Standard Bank — one of South Africa’s so-called “big four” banking groups — cannot be accused of not delivering on its promises.
A year ago, the bank published what it referred to as its medium-term financial objectives. These included a return on equity of 20%; headline earnings growth of inflation (CPIX) plus 10%, equating to a growth rate of 16,8% for 2003; a cost-to-income ratio of 57%; and a group credit loss ratio of 1%.
On Wednesday, Standard Bank CEO Jacko Maree, announcing another stellar performance by the bank for the past 12 months, disclosed that all of the targets had been met.
The year 2003 saw a return on equity of 22,8% compared with 20,3% in 2002, while headline earnings for the year beat expectations, surging 19% to more than R6,2-billion. The group’s cost-to-income ratio improved to 56,2% from 57,3% and its credit loss ratio improved to 0,91% — all comfortably exceeding the targets.
The group’s capital adequacy ratio increased to 14,8% from 14,3% in December 2002. According to Maree, internal capital generation remains positive, ensuring strategic considerations and normal business growth are not constrained by capital limitations.

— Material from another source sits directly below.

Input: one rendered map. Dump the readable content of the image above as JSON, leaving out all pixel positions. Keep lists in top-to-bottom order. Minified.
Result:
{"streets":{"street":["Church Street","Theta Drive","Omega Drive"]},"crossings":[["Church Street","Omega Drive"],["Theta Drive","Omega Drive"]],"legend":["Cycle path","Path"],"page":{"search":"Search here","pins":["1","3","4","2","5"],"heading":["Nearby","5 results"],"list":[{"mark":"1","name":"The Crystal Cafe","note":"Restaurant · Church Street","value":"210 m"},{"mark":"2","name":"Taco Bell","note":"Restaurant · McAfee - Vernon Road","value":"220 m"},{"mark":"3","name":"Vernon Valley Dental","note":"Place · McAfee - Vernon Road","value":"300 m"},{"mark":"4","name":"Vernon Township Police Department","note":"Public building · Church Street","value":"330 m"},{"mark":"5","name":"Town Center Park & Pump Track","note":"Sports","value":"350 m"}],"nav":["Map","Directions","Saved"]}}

And, while expecting some demanding challenges in the year ahead, the group believes it will continue to meet its financial objectives.
Maree says that sound economic fundamentals together with low inflation and lower interest rates in South Africa are expected to support further growth in credit demand, although at a lower rate than that experienced in 2003.
“The performance of our domestic business remains particularly sensitive to net interest margins. Should interest rates remain at current levels, domestic margins will be narrower than in 2003, as less interest will be earned on transactional deposit balances and capital. It is, however, expected that lower credit loss rates and the current momentum of strong asset growth will partly compensate for this effect.
“Reduced cost growth in a lower inflationary environment should also provide further assistance in maintaining domestic financial performance,” he states.
But he adds: “The positive outlook for emerging markets is likely to continue into 2004 and should assist in sustaining earnings in dollar terms from International operations at around 2003 levels. Earnings growth in Africa will benefit from newly acquired operations in Botswana and Mozambique.
“The challenges in the year ahead will be demanding,” he says, “but the group’s diverse spread of business, quality of staff and strong brand should result in the group producing returns to shareholders in line with our published objectives.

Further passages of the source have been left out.